NEW ALBANY — Trey Rogers has lived his entire life as a Hoosier, and proudly so.

At a very young age, his family moved to Crawfordsville, and they've been there ever since. One thing he never envisioned growing up was heading east to become an Ivy Leaguer.

When Rogers got to the East Coast to attend Harvard, he found that some of his new colleagues often held some not-so-positive views of his home state. Indiana is often at the center of political discussions, with figures like presidential hopeful Pete Buttigieg and Vice President Mike Pence both being Hoosiers. Those preconceived notions, he said, have been amplified by recent election cycles.

"I think a lot of my friends at Harvard, as soon as Donald Trump was elected, had instant antagonism toward Indiana," Rogers said. "I remember sitting in a freshman seminar, and we were all sneaking our phones out to check the results. Indiana went red in 10 seconds. It doesn't matter what your national affiliation with politics is, but when you're out east in a really liberal area, it's just not a great look to be from Indiana."

Rogers said that the negativity had an impact on him, with him knowing that there was more to his state than what his colleagues thought.

"That hurts me, because I have plenty of people back home whom I love who are proud Trump supporters," Rogers said. "I have friends back home whom I respect and love that aren't. That was really transformative for me, because I realized that my friends out east were unwilling to look deeper and see that there are people coming out of Indiana who might have different politics but are still really good people who are trying to do good things in their community."

That antagonism motivated Rogers to dispel those negative views of Indiana. His outlet for doing that, he decided, would be his senior research project for the social studies department in which he studies at Harvard.

The goal of his effort, he said, is to help people in different parts of the country — particularly the Northeast — better understand the culture of Indiana and the surrounding region.

"I think there are a lot of stereotypes, especially in our current political climate," Rogers said. "The goal of my research project is to show that politics is working in Indiana at the county level. It's not quite as sexy to look at county politics, however county politics is what really matters to people in Indiana, and there are some really good politicians, whether they're in the city or in the county or whether they have a 'D' or and 'R' beside their name. There are some really good people who are working on important issues that really matter. The effort of this thesis is to get a better understanding of how that works at the very ground level so that I can then demonstrate to the people out east that Indiana is a state that works, and there's a reason to be proud of it."


Floyd County was an interesting case study in Rogers' mind, given its divide between rural and urban populations and its close proximity to Louisville. That mixture of different demographics, he said, creates a political environment unique to other areas in the state.

This week, Rogers has taken time to meet with local political figures. On Tuesday, he went door-to-door in New Albany to speak with residents.

"The questions I ask will help me better understand what really does matter in people's lives," Rogers said. "National politics sometimes ends up being this fun little game show that we can watch from afar, but it's really different if you're worried about how your kids are going to get to school because of bus routes or how you're going to pay for your new tire because of a pothole in the road. I really want to hear about those particular issues because it will reveal the really serious stuff in people's life that might go unnoticed from the view of the national level."

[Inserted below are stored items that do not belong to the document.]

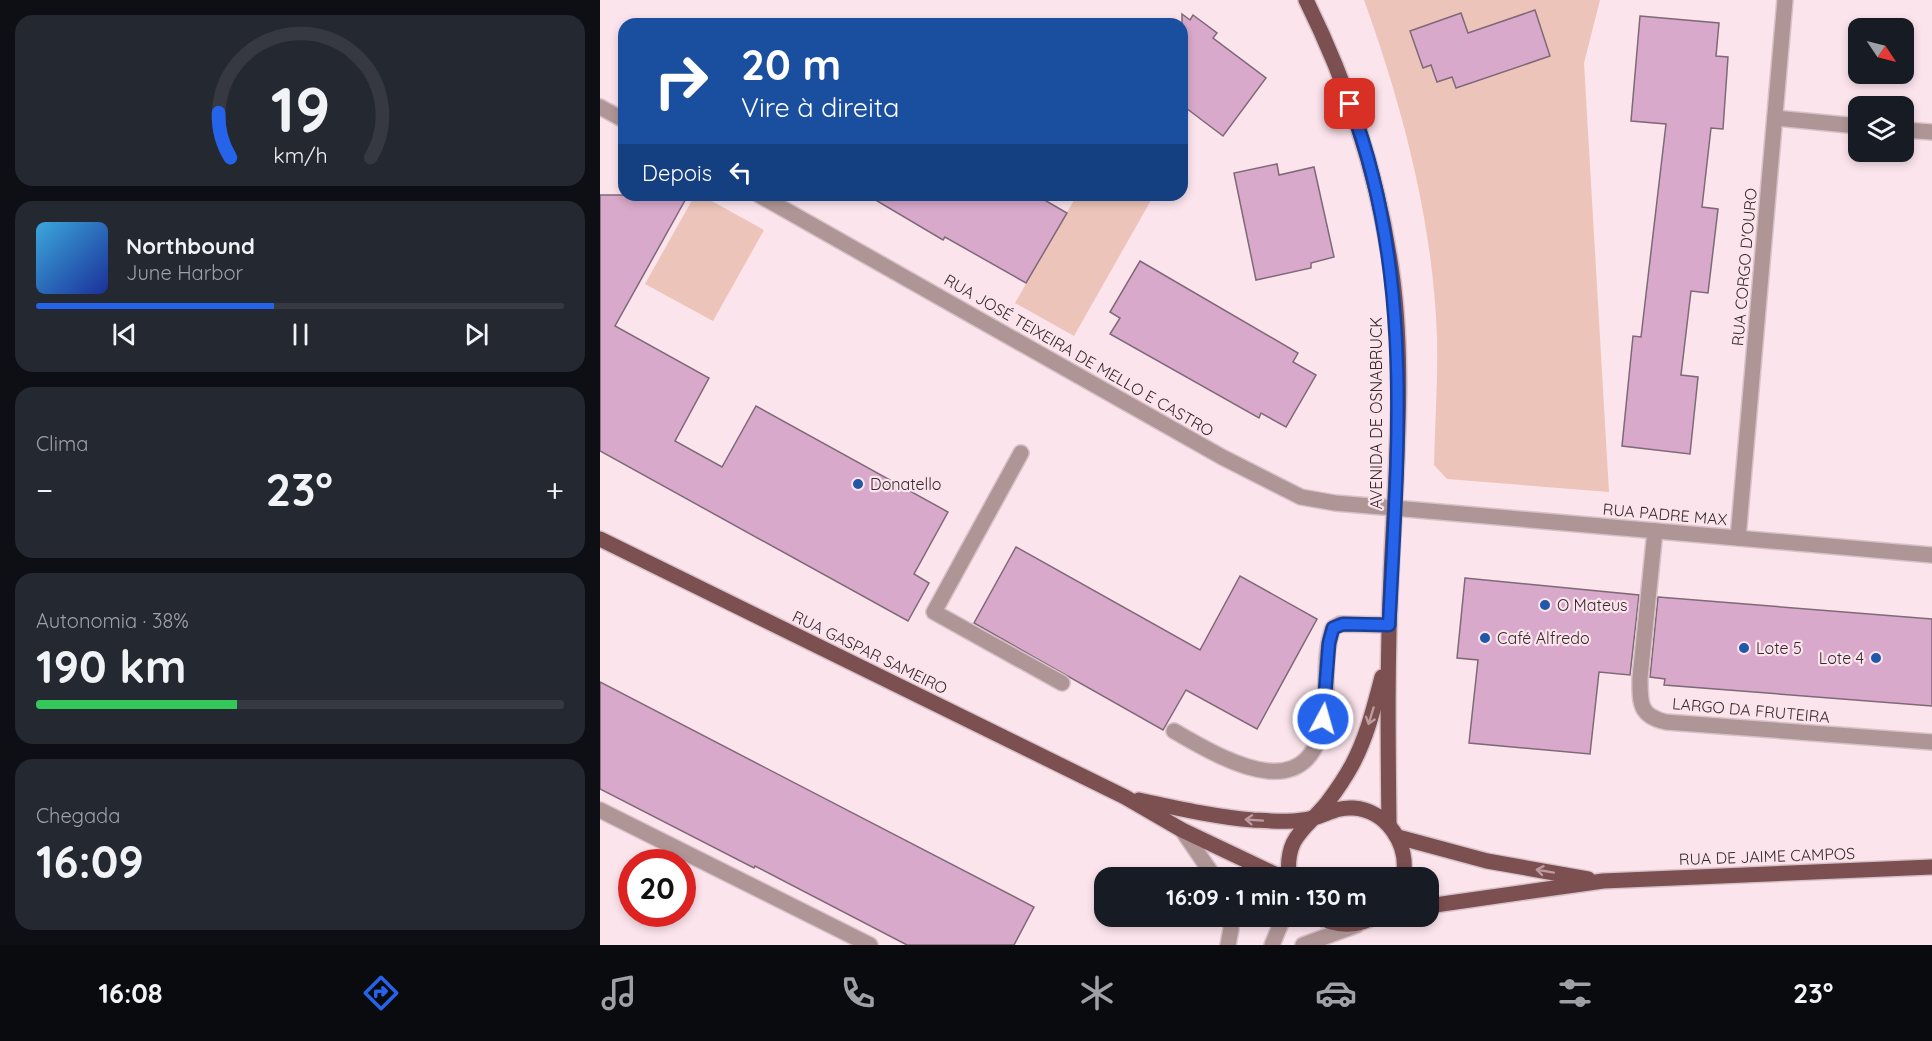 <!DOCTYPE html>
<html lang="pt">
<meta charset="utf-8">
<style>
:root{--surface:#171b24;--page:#242831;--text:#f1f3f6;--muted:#9ea1a6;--line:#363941;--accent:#2563eb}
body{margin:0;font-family:Quicksand,sans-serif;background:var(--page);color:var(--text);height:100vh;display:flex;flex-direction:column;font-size:22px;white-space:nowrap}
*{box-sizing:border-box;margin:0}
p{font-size:20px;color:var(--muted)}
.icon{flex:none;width:33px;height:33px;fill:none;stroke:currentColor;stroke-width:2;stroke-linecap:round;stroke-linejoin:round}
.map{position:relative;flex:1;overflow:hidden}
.side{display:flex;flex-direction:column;gap:15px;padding:15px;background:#0d0f14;width:600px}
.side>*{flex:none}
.banner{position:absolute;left:18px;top:18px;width:570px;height:183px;border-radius:18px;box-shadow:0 3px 9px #0003;background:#1a4fa0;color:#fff;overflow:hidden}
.needle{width:39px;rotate:125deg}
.tools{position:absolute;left:1248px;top:18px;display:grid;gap:12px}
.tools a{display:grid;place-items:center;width:66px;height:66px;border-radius:12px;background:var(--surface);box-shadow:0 3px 9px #0003;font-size:30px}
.speed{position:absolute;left:18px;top:849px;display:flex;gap:12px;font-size:30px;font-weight:700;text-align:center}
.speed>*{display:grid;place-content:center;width:78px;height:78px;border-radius:50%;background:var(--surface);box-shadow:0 3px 9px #0003;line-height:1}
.speed .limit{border:9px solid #d22;background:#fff;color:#111}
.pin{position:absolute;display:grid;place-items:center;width:51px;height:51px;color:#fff;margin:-26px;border-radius:12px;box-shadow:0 3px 9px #0006}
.me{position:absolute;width:66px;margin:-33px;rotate:6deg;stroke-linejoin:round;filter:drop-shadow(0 0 4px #0008)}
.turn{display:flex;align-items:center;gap:21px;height:126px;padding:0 24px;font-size:27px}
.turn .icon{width:78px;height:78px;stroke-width:2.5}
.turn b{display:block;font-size:42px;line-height:51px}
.then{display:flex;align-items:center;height:57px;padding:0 24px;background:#0003;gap:12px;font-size:22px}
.big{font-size:45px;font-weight:700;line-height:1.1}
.side .widget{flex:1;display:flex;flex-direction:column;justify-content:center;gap:9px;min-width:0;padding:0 21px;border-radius:18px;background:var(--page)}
.side .dial{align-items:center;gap:0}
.dial svg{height:156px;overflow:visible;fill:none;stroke:var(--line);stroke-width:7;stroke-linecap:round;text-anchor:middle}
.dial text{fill:var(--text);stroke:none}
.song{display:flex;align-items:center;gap:18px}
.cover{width:72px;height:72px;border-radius:9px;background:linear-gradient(135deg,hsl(200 70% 55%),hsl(230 70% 35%))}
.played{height:6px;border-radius:3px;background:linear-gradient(90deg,var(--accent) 45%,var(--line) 45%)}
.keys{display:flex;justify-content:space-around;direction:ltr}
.heat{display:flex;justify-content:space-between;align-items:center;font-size:33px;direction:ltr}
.charge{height:9px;border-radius:4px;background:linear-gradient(90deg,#34c759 38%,var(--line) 0)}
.trip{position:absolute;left:494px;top:867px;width:345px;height:60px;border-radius:18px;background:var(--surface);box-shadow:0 3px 9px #0003;font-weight:700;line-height:60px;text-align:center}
.dock{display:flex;height:96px;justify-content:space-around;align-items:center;background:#090b0e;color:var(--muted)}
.dock .icon{width:42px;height:42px}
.dock .on{color:var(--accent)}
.dock b{font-size:27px;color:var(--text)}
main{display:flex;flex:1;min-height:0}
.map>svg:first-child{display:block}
.green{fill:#edc4b9}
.building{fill:#d9a9cb;stroke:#7e6977;stroke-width:1.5}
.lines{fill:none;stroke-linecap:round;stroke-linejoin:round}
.minor-casing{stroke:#d8c2c9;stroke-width:18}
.major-casing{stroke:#d8c2c9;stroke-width:18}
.minor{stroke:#b09596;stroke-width:15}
.major{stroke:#7c4f51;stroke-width:15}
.oneway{stroke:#bc9a9e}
.route-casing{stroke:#184099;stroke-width:15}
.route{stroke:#2563eb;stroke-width:10}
.poi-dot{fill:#1f57a9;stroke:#fce4ec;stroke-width:2}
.labels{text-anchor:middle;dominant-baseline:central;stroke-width:4.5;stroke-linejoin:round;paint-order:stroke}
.street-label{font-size:16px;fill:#34292c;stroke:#fce4ec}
.poi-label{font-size:16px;fill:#34292c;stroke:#fce4ec;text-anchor:start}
</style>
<main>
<section class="side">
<div class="widget dial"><svg viewBox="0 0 100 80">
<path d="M14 69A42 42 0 1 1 86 69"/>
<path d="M14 69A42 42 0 0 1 8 46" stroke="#2563eb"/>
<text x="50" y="56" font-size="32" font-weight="700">19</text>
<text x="50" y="72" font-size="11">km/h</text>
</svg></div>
<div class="widget">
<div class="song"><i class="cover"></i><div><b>Northbound</b><p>June Harbor</p></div></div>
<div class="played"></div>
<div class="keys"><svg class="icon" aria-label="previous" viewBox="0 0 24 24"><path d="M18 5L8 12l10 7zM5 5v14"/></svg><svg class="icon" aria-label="pause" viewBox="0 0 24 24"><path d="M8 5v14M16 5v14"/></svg><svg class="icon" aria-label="next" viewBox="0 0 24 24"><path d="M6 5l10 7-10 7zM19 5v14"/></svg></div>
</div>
<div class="widget"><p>Clima</p>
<div class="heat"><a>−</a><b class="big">23°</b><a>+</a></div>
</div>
<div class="widget"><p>Autonomia · 38%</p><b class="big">190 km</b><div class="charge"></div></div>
<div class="widget"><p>Chegada</p><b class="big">16:09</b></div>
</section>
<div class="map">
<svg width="1332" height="945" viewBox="0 0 1332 945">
<rect width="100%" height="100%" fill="#fce4ec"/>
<g class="green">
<path d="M764,0H1000L984,63L1009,492L847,479L834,465C835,423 838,380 837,337C833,222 803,108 764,0Z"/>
<path d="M95,195H101L164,230L113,321L45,284Z"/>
<path d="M477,195H554L474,336L415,303Z"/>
</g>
<g class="building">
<path d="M935,10L950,56L856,88L852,77L837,82L831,65L823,68L810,31L861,13L868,33Z"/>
<path d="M582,14L590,20L593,15L617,33L613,38L666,78L623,136L582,105Z"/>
<path d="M1040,16L1119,23L1116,56L1128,57L1123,129L1111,128L1102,207L1118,209L1108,293L1091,291L1081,375L1098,377L1090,454L1022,446L1033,336L1041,337L1066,124L1031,121Z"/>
<path d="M677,164L679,175L714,167L734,257L711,263V268L656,280L634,173Z"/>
<path d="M0,195H88L15,326L109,378L75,441L122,467L156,406L348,512L314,574L329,583L308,621L0,451Z"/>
<path d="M267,195H436L467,213L426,283L345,237L343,240Z"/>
<path d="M540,261L698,353L693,362L716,375L686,427L661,413L659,418L510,334L520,318L510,312Z"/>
<path d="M416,547L600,650L640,576L717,619L657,729L586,690L563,730L374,623Z"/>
<path d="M865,578L1039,595L1030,675L999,672L990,754L869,743L878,660L857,658Z"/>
<path d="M1058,597L1332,619V706L1064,685L1065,679L1050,677Z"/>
<path d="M0,682L434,907L414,945H307L155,866L154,868L0,789Z"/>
</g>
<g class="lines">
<g class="minor-casing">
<g id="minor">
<path d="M0,107L24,120"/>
<path d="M1175,118L1258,126"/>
<path d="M1304,130L1332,132"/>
<path d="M159,195L622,457L701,497L735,503L794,508L1332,555"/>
<path d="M421,453L334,612L462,683"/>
<path d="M1055,531L1040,678C1040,703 1039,716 1066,722L1332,742"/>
<path d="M1138,538L1185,0"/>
<path d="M574,731C632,765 717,812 725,706C727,681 724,651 733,628L740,624L789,625"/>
<path d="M0,810L270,945"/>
<path d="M582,830L615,878"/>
<path d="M628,945L631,929L630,916"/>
<path d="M672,945L684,916"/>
<path d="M703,945L757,925"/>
</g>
</g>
<g class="major-casing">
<g id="major">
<path d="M706,0C750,89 780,182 793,281C805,375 795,480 791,575C787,659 788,742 789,825"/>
<path d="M0,539L525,797L582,830L683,878"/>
<path d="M539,800C577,808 615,817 653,820C672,821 695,823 713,818C728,814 737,807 753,808C787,810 810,845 803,878"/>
<path d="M798,837L887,861L988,879"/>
<path d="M689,878C685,836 704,831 727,803C736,791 745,778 752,765C767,737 774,707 782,677"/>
<path d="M828,906L1003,881L1332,867"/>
<path d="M717,916C735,926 757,928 776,916"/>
</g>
</g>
<use href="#minor" class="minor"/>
<use href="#major" class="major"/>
</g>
<defs><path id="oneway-shaft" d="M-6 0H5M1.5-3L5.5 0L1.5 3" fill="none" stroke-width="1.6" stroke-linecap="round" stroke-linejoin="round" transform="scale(1.5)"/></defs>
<g class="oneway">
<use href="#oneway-shaft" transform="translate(771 716) rotate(107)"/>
<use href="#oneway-shaft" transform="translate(654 820) rotate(-176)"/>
<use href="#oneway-shaft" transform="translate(945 871) rotate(-170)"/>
</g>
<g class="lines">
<g class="route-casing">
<path id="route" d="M723,719L729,643L733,628L743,624L789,625C798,449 814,272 750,104"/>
</g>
<use href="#route" class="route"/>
</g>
<g class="poi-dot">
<circle cx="258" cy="484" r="6"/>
<circle cx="945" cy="605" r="6"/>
<circle cx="885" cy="638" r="6"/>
<circle cx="1144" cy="648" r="6"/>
<circle cx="1276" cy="658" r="6"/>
</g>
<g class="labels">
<g class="street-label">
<text transform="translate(1144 267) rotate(-85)">RUA CORGO D'OURO</text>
<text transform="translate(479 355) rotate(30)">RUA JOSÉ TEIXEIRA DE MELLO E CASTRO</text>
<text transform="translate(776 413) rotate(-90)">AVENIDA DE OSNABRUCK</text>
<text transform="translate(1065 514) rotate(5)">RUA PADRE MAX</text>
<text transform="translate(270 652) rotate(26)">RUA GASPAR SAMEIRO</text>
<text transform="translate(1151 710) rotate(5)">LARGO DA FRUTEIRA</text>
<text transform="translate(1167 856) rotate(-2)">RUA DE JAIME CAMPOS</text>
</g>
<g class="poi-label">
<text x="270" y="484">Donatello</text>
<text x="957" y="605">O Mateus</text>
<text x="897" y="638">Café Alfredo</text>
<text x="1156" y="648">Lote 5</text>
<text x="1264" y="658" text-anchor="end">Lote 4</text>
</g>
</g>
</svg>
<div class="tools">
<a><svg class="needle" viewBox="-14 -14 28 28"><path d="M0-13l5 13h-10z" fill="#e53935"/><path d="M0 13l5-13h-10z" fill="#9ea1a6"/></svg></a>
<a><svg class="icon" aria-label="layers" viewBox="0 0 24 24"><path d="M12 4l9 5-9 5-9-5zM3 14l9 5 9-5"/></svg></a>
</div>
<div class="speed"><div class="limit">20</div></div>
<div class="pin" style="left:750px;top:104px;background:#d93025"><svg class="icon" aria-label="arrive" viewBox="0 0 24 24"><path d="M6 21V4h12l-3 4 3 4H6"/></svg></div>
<svg class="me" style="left:723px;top:719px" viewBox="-20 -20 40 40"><circle r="17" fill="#2563eb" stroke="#fff" stroke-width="3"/><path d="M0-11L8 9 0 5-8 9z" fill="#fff"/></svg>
<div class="trip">16:09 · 1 min · 130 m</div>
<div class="banner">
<div class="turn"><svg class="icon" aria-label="right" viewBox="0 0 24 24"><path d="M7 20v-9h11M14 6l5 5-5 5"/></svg><div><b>20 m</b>Vire à direita</div></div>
<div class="then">Depois<svg class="icon" aria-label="left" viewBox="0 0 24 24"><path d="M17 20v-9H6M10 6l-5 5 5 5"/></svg></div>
</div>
</div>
</main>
<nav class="dock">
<b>16:08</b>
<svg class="icon on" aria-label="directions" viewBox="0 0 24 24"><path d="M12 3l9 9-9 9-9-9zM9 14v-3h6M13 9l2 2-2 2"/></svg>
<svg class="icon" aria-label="music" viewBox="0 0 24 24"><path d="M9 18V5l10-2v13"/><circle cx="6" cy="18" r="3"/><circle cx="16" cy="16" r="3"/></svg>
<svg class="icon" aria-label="phone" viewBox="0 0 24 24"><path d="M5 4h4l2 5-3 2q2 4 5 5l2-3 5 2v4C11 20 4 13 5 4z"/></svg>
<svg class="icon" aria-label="climate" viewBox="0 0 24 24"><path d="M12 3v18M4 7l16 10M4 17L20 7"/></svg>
<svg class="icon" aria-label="car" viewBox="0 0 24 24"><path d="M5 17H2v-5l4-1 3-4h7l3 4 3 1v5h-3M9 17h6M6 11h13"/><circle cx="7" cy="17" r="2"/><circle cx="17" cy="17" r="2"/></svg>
<svg class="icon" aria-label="filters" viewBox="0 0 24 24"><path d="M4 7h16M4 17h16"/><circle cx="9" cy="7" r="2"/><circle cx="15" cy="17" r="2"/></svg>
<b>23°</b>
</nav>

One of those residents was Kristine Fee, who invited Rogers into her home to give her take on misconceptions about the region.

"Most Indiana residents, I would estimate 80 percent, really are in the middle and very welcoming and accepting, but that's not what we see in the media," Fee said. "What we see are these acts of extremism where you have people on the far left and people on the far right, and really, they're not representative of the majority of the state by any stretch of the imagination. What you find is that most Hoosiers are very open, welcoming and curious about other people, but perhaps a little bit disadvantaged in that the curiosity makes them seem guileless. They're not really exposed to a lot of diversity in a lot of areas in Indiana. Not because they don't want to be, but because that's where they happened to end up in their lives."

The project, Rogers added, isn't about partisanship or pitting demographics against one another. Rather, it's to show that even those with different views often work together at the local level for the greater good of the community, regardless of political affiliation.

"This is a project that at its very heart is helping me to understand what it means to have an identity of being proud of your state and what it means to be a hard-working, kind-hearted Hoosier in an environment where we oftentimes feel some antagonism toward our state," Rogers said. "This project is to show that Indiana really is a group of kind-hearted, hard-working people, if you look in the right places. I want to show that Hoosiers of all different stripes are working toward the same purpose, which is to better support their neighbors in whatever regard that is."